Après avoir contrôlé d’autres facteurs qui influencent la consommation de nicotine, les chercheurs ont découvert que chaque unité décile d’augmentation de la consommation de caféine était associée à une augmentation de 15 % de la consommation de nicotine et à une augmentation de 13 % de la consommation d’ENDS uniquement. Autrement dit, ceux qui buvaient le plus de caféine au début de l’étude étaient environ 2,5 fois plus susceptibles d’utiliser de la nicotine au point de suivi que ceux qui n’en consommaient pas.
Les attitudes des parents à l’égard de la consommation d’alcool, de tabac ou d’autres drogues (ATOD) ont eu l’impact le plus significatif sur la consommation de nicotine, ainsi que la consommation de nicotine modélisée par les pairs. Ces deux facteurs étaient associés à une augmentation des risques de consommation de nicotine de près d’un cinquième.
En ce qui concerne l’utilisation isolée d’ENDS, la consommation d’alcool au début de l’étude était liée à un risque plus que doublé de consommation de nicotine par le suivi, tandis que les attitudes parentales envers l’ATOD ont contribué à une augmentation d’environ un cinquième.
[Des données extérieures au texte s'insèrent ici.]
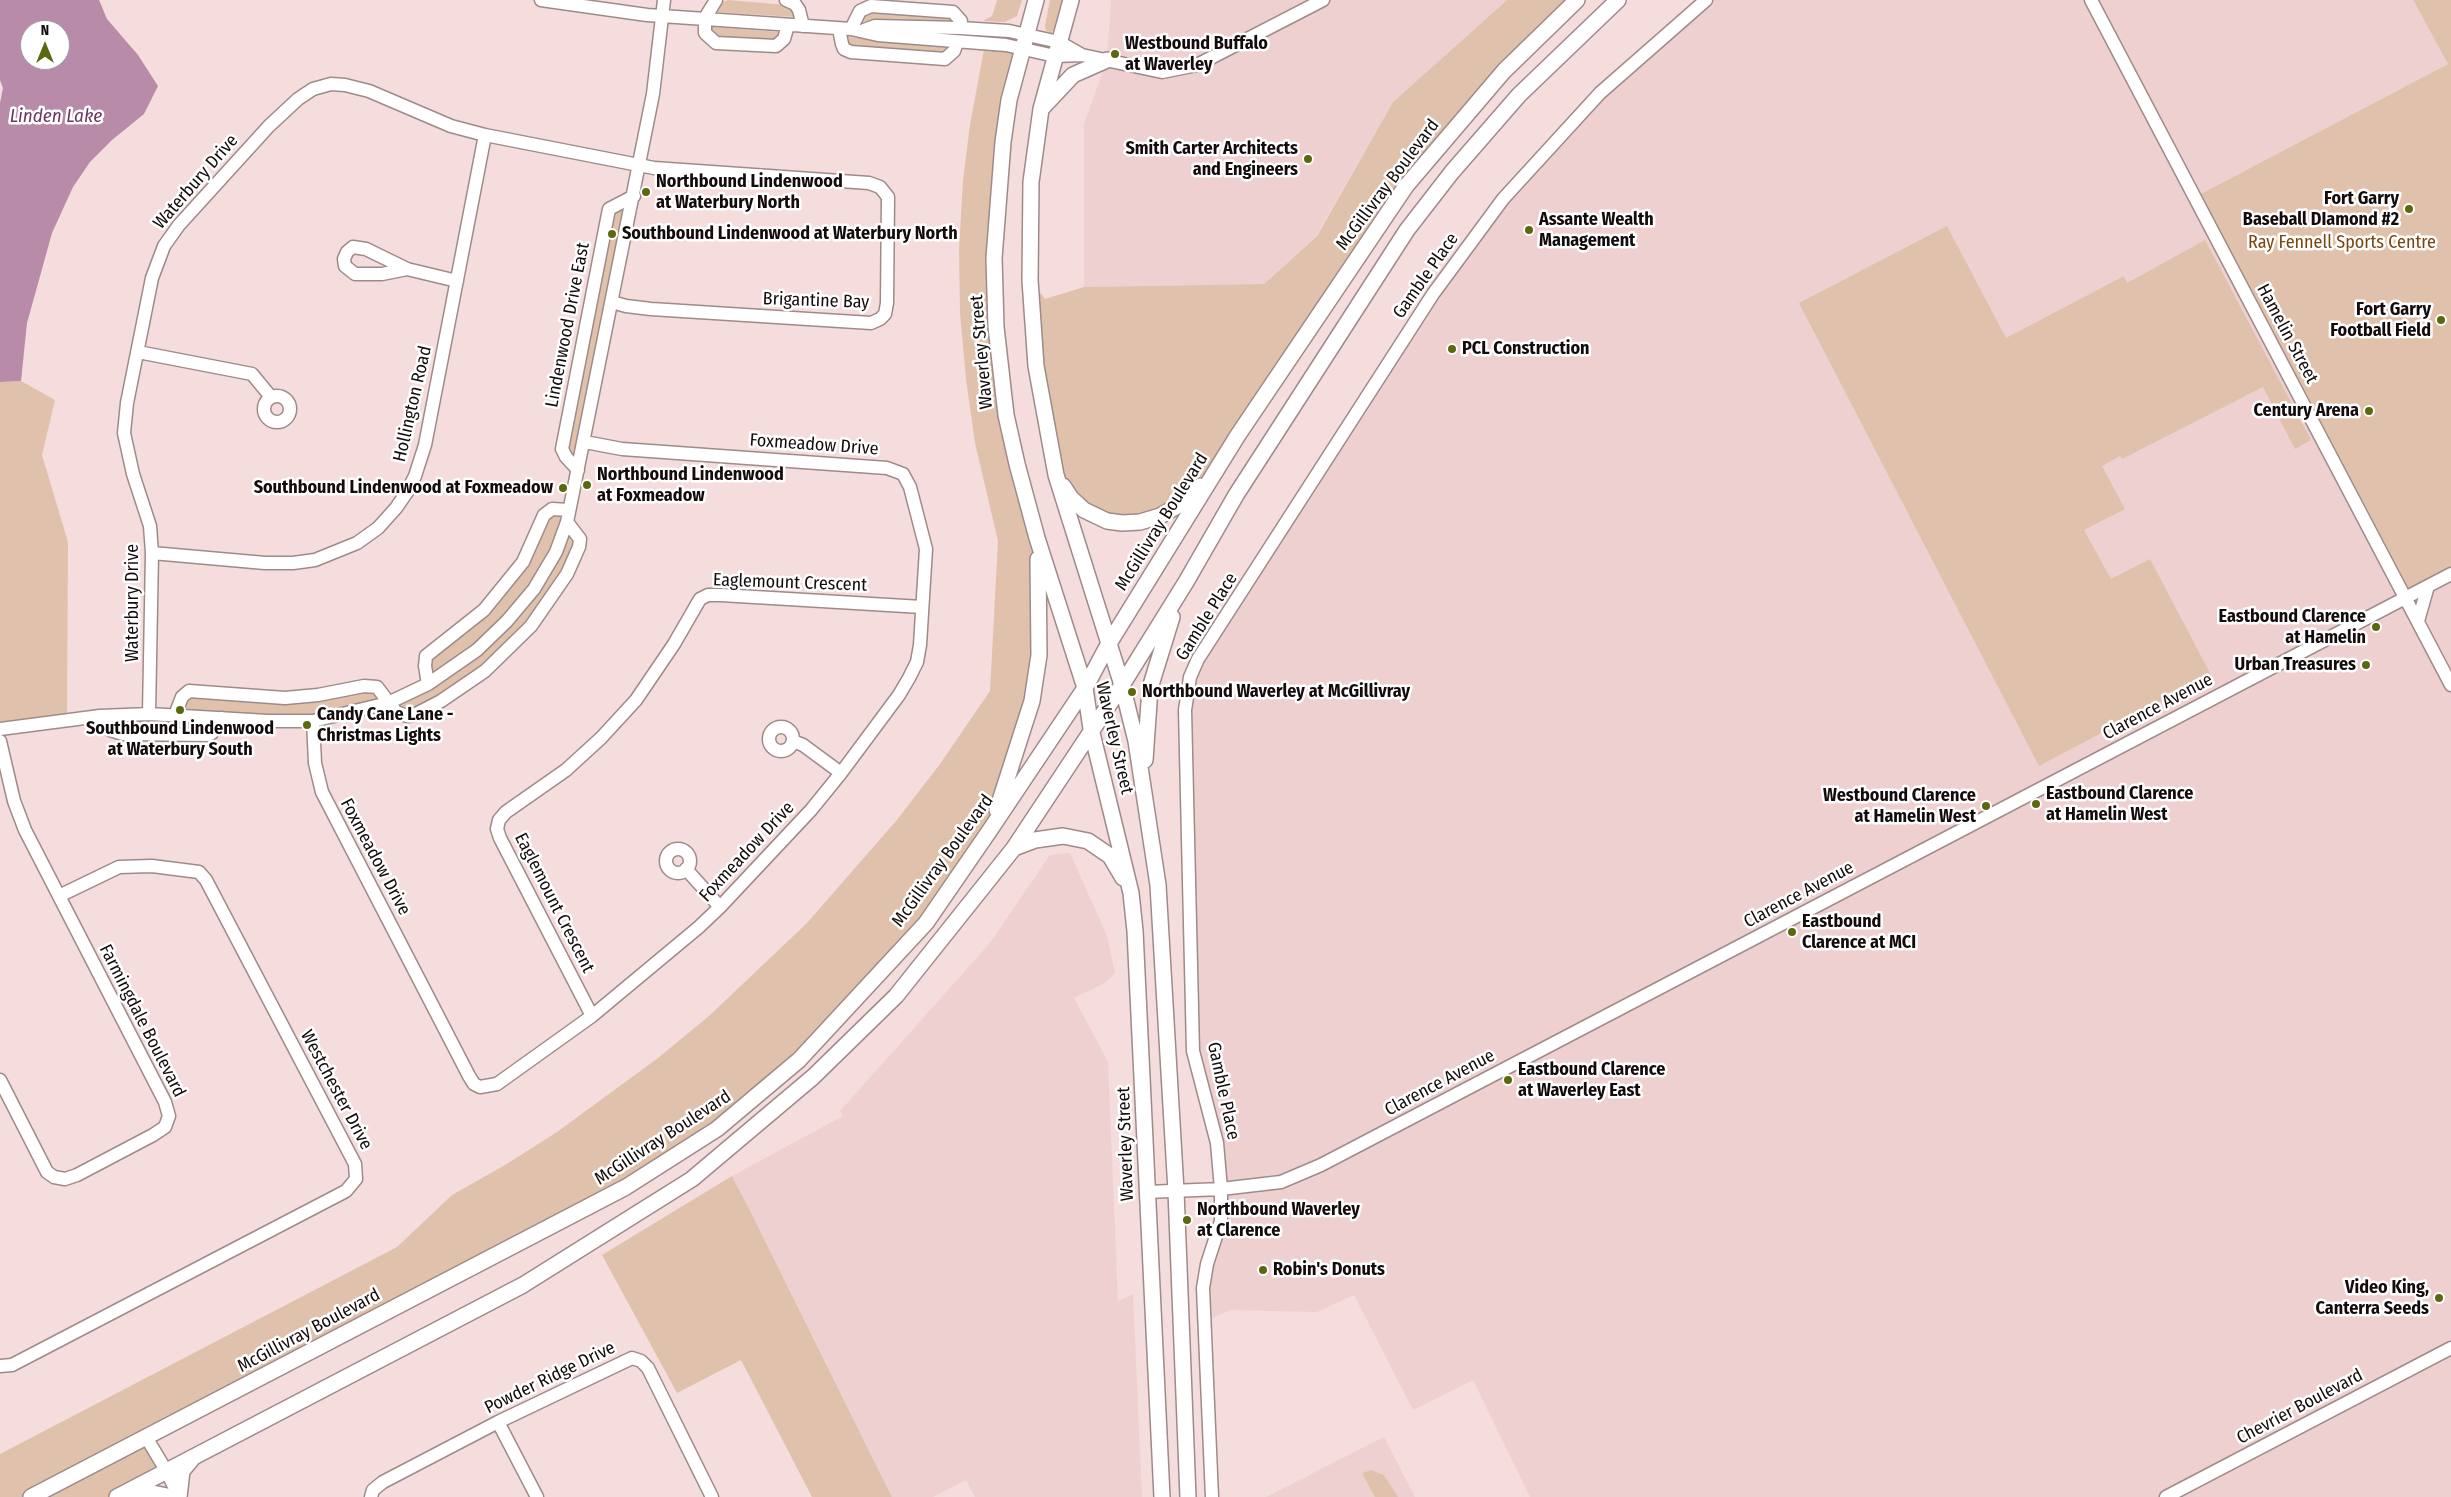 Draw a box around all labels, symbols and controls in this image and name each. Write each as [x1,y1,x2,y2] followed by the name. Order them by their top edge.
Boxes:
[20,20,70,70] north arrow
[41,22,49,39] text: N
[1125,33,1268,76] place label: Westbound Buffalo at Waverley
[1109,48,1121,60] marker: Westbound Buffalo at Waverley
[10,106,102,128] water label: Linden Lake
[1332,115,1444,255] street label: McGillivray Boulevard
[149,130,243,234] street label: Waterbury Drive
[1125,138,1298,180] place label: Smith Carter Architects and Engineers
[1302,153,1314,165] marker: Smith Carter Architects and Engineers
[656,171,843,213] place label: Northbound Lindenwood at Waterbury North
[640,186,652,198] marker: Northbound Lindenwood at Waterbury North
[2243,188,2399,230] place label: Fort Garry Baseball DIamond #2
[2403,203,2415,215] marker: Fort Garry Baseball DIamond #2
[1539,209,1654,252] place label: Assante Wealth Management
[622,223,958,245] place label: Southbound Lindenwood at Waterbury North
[1523,224,1535,236] marker: Assante Wealth Management
[606,228,618,240] marker: Southbound Lindenwood at Waterbury North
[1389,229,1463,323] street label: Gamble Place
[2248,232,2436,254] park label: Ray Fennell Sports Centre
[541,241,595,409] street label: Lindenwood Drive East
[2252,280,2322,388] street label: Hamelin Street
[762,288,870,314] street label: Brigantine Bay
[966,294,998,410] street label: Waverley Street
[2330,299,2431,342] place label: Fort Garry Football Field
[2435,314,2447,326] marker: Fort Garry Football Field
[1462,338,1589,360] place label: PCL Construction
[1446,343,1458,355] marker: PCL Construction
[389,344,437,464] street label: Hollington Road
[2253,400,2359,422] place label: Century Arena
[2363,405,2375,417] marker: Century Arena
[749,430,879,460] street label: Foxmeadow Drive
[1111,449,1213,595] street label: McGillivray Boulevard
[597,464,784,506] place label: Northbound Lindenwood at Foxmeadow
[254,477,553,499] place label: Southbound Lindenwood at Foxmeadow
[581,479,593,491] marker: Northbound Lindenwood at Foxmeadow
[557,482,569,494] marker: Southbound Lindenwood at Foxmeadow
[122,544,144,662] street label: Waterbury Drive
[1172,569,1242,665] street label: Gamble Place
[713,570,867,596] street label: Eaglemount Crescent
[2219,606,2366,649] place label: Eastbound Clarence at Hamelin
[2370,621,2382,633] marker: Eastbound Clarence at Hamelin
[2235,654,2356,676] place label: Urban Treasures
[2360,659,2372,671] marker: Urban Treasures
[2099,669,2217,745] street label: Clarence Avenue
[1091,680,1137,796] street label: Waverley Street
[1142,681,1410,703] place label: Northbound Waverley at McGillivray
[1126,686,1138,698] marker: Northbound Waverley at McGillivray
[174,704,186,716] marker: Southbound Lindenwood at Waterbury South
[317,704,454,746] place label: Candy Cane Lane - Christmas Lights
[86,718,274,761] place label: Southbound Lindenwood at Waterbury South
[301,719,313,731] marker: Candy Cane Lane - Christmas Lights
[2046,783,2193,826] place label: Eastbound Clarence at Hamelin West
[1823,785,1976,828] place label: Westbound Clarence at Hamelin West
[888,791,998,931] street label: McGillivray Boulevard
[335,795,415,919] street label: Foxmeadow Drive
[695,797,799,907] street label: Foxmeadow Drive
[2030,798,2042,810] marker: Eastbound Clarence at Hamelin West
[1980,800,1992,812] marker: Westbound Clarence at Hamelin West
[509,829,599,977] street label: Eaglemount Crescent
[1740,857,1858,933] street label: Clarence Avenue
[1802,911,1916,954] place label: Eastbound Clarence at MCI
[1786,926,1798,938] marker: Eastbound Clarence at MCI
[94,941,190,1101] street label: Farmingdale Boulevard
[295,1026,377,1154] street label: Westchester Drive
[1202,1040,1244,1142] street label: Gamble Place
[1381,1045,1499,1121] street label: Clarence Avenue
[1518,1059,1665,1102] place label: Eastbound Clarence at Waverley East
[1502,1074,1514,1086] marker: Eastbound Clarence at Waverley East
[591,1086,735,1190] street label: McGillivray Boulevard
[1113,1086,1139,1202] street label: Waverley Street
[1197,1199,1360,1242] place label: Northbound Waverley at Clarence
[1181,1214,1193,1226] marker: Northbound Waverley at Clarence
[1273,1259,1385,1281] place label: Robin's Donuts
[1257,1264,1269,1276] marker: Robin's Donuts
[2316,1277,2429,1320] place label: Video King, Canterra Seeds
[234,1284,384,1378] street label: McGillivray Boulevard
[2433,1292,2445,1304] marker: Video King, Canterra Seeds
[481,1337,619,1419] street label: Powder Ridge Drive
[2233,1365,2367,1449] street label: Chevrier Boulevard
Quelles sont les implications ?
Les résultats de cette étude indiquent que la caféine est liée à la nouvelle consommation de nicotine de manière dose-dépendante et que la première forme de nicotine à être échantillonnée chez les jeunes adolescents est ENDS. Malgré les tentatives d’interdiction ou de restriction de la commercialisation de tels dispositifs auprès des jeunes, l’ENDS reste la forme dominante de consommation de nicotine dans cette tranche d’âge.
Les ENDS peuvent augmenter la consommation de nicotine chez les jeunes puisque les mêmes catégories semblent être vulnérables au tabagisme et à l’utilisation des ENDS. L’étude actuelle, montrant que la caféine est impliquée d’une certaine manière dans l’apparition de la consommation de nicotine, est importante comme point de départ pour la recherche sur les mécanismes d’une telle association.
Outre les méfaits biologiques de la caféine, il semble qu’elle puisse contribuer au risque de consommation de nicotine chez les adolescents. En fait, l’association de la consommation de caféine avec le tabagisme et l’utilisation d’ENDS souligne la probabilité d’une voie biologique commune.
« Une exposition précoce à la caféine peut servir à amorcer les mécanismes biologiques qui renforcent le potentiel d’accoutumance de la nicotine.”
Le stress associé aux changements des écoles primaires aux écoles supérieures avec des routines, des structures et des exigences différentes, l’utilisation abusive des médias sociaux et l’insomnie ; ceux-ci peuvent tous contribuer à la décision d’utiliser de la caféine ou de la nicotine.
Avec les méfaits connus et bien attestés de la nicotine, cela amène les chercheurs à conclure : «La confirmation qu’une exposition précoce à la caféine peut favoriser l’utilisation ultérieure de nicotine devrait susciter des inquiétudes et des efforts pour limiter la consommation de caféine chez les jeunes.”